David Belbin writes: William Ivory is a playwright and the scriptwriter behind popular TV dramas such as Common as Muck, Burton and Taylor, Torvill and Dean and (my favourite) The Sins. He was a patron of our successful UNESCO bid and is a Visiting Professor in Creative Writing at NTU. When I saw that he’d written one of ITV’s new series of short lockdown drama, Isolation Stories, I had to ask him to contribute to this series. Mike and Rochelle is on ITV tonight at 9pm and I have our TIVO set to record it. Below he talks about how and why he wrote the piece.

14 what, I don’t know. I’m not good with the units for words. Units for alcohol – I’m your man. Then again, they’re simple: stay around 30 a week, you’re laughing, up at 90 (where I was before I stopped) you’re laughing even more. But it’s that crying laughter where you’re also frequently curled up in the corner of your room, naked, having lost interest in a wank and wondering how it came to this. Anyway, that’s a digression – the alcohol units. Not the fact that the piece you’re now reading is in Book Antiqua (if indeed it is, once David has transposed it –Editor’s Note: it’s not, our website uses Overpass exclusively as a font, but William’s favourite can be viewed here)

You see, I’m a man constantly in search of distraction. I struggle to focus on my work at the best of times. So now, the challenge of concentrating on anything other than the current predicament feels an agony of impossibility – and accordingly my procrastination antenna are out and more highly attuned than ever…which is how I’ve spent the last hour and fifteen minutes choosing the bloody typeface.

Of course, the fact I’m finding it especially difficult to bash out a few bon mots or bless the world with another witty aphorism or two, really is neither here nor there, not in the grander scheme of things – not while nurses and doctors and delivery people and bin men and shop workers and a host of others, not only carry on regardless, they do so in pursuit of outcomes which actually matter in our traumatised and needy world- yet even accepting that, it is a truth that within the scope of what we do do, it is a troublesome time to be a writer.

I was speaking to the poet Rory Waterman on the phone the other day, and he summed it up beautifully: “You can’t write about this. But you can’t write about anything except this.” Exactly. Yet in my case, that truth ought to be offset by the fact that both of the screenplays I’m working on presently were started before the pandemic broke out and are set in the past anyway. Ergo, I should be able to carry on regardless. But I can’t. Because the air which used to oxygenate my blood is a little changed, all around, and even though I’m not directly affected by the coronavirus, I, like everybody else I know, feel different.

Isolation Stories: Mike and Rochelle (photo courtesy of ITV)

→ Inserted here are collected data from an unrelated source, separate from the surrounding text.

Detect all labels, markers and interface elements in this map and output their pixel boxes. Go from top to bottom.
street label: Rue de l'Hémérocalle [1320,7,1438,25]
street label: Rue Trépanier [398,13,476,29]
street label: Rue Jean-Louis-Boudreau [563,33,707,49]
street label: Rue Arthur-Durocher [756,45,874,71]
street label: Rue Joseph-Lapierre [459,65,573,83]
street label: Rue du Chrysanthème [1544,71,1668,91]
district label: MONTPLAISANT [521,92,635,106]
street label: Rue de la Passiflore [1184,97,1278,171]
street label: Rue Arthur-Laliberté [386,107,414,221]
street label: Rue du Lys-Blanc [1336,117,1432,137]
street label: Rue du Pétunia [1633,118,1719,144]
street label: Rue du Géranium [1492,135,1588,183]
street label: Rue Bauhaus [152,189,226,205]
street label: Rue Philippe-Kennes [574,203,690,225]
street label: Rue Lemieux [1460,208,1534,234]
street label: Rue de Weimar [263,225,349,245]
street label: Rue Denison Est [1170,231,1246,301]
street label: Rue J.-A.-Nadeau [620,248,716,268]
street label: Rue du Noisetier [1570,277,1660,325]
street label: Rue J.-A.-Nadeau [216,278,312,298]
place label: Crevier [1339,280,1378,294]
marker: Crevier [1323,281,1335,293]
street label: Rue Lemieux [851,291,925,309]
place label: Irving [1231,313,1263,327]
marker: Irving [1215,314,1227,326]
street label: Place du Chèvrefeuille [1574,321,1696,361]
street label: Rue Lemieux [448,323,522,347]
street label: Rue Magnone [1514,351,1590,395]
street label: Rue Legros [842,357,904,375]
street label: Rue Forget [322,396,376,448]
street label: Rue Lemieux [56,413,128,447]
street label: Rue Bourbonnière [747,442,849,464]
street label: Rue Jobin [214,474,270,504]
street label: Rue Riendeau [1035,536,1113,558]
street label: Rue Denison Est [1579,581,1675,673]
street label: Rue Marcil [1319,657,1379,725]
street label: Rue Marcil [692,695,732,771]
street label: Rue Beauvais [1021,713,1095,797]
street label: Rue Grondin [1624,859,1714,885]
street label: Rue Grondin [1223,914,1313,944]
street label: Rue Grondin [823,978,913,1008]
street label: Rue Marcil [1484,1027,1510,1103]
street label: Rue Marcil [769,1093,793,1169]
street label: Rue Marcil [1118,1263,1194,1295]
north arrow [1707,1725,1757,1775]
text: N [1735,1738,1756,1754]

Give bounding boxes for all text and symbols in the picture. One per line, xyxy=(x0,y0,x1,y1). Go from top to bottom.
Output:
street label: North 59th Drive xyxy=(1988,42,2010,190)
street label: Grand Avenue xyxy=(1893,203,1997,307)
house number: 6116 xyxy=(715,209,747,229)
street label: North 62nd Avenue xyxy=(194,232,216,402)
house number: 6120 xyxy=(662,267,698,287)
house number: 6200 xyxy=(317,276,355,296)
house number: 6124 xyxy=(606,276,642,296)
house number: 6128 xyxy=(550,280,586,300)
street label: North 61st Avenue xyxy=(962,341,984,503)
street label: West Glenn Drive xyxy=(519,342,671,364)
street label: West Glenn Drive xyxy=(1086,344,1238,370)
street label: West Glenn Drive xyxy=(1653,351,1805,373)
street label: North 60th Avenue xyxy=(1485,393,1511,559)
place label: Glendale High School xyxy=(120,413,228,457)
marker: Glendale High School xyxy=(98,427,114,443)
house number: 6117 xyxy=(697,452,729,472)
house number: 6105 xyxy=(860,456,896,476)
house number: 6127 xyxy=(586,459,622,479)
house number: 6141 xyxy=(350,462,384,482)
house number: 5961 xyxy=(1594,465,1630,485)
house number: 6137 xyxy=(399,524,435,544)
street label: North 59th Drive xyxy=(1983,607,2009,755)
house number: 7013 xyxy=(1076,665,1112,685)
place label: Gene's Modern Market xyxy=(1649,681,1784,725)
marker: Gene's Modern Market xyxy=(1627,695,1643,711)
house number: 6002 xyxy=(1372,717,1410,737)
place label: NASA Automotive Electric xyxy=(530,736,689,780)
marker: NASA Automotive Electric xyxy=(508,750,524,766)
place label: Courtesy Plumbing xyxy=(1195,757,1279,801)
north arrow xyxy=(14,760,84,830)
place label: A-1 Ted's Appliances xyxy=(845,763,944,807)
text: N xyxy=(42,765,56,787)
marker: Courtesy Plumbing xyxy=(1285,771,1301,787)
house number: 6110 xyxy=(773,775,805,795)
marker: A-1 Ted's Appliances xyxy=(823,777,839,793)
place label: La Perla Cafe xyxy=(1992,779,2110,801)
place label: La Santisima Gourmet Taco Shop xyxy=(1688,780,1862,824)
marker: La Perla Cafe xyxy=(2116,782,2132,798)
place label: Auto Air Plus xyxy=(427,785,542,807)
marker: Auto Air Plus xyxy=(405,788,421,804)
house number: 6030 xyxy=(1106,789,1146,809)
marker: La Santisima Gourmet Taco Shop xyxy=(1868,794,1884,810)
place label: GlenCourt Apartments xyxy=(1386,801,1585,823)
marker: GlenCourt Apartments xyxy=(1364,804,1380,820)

I’m still getting up at 7 and writing from 9 until 1 and then having a break and then reading a book and then going for a run but nothing is the same. Ironically, all of my friends have been ringing and suggesting just the opposite: “Nothing changes for you, does it? You’re on your own at home all day in the normal run of things, so you’ll just carry on the same as ever.” But you don’t because of that feeling – of difference. And because of the low drone of fact which sits on top of flights of the imagination and intricate plots and frivolous dialogue; the low, relentless note which intones: I am here. I cannot be ignored. And yet I am beyond comprehension. And you cannot write what you do not know. What you do not understand. And you will not understand me for some time yet…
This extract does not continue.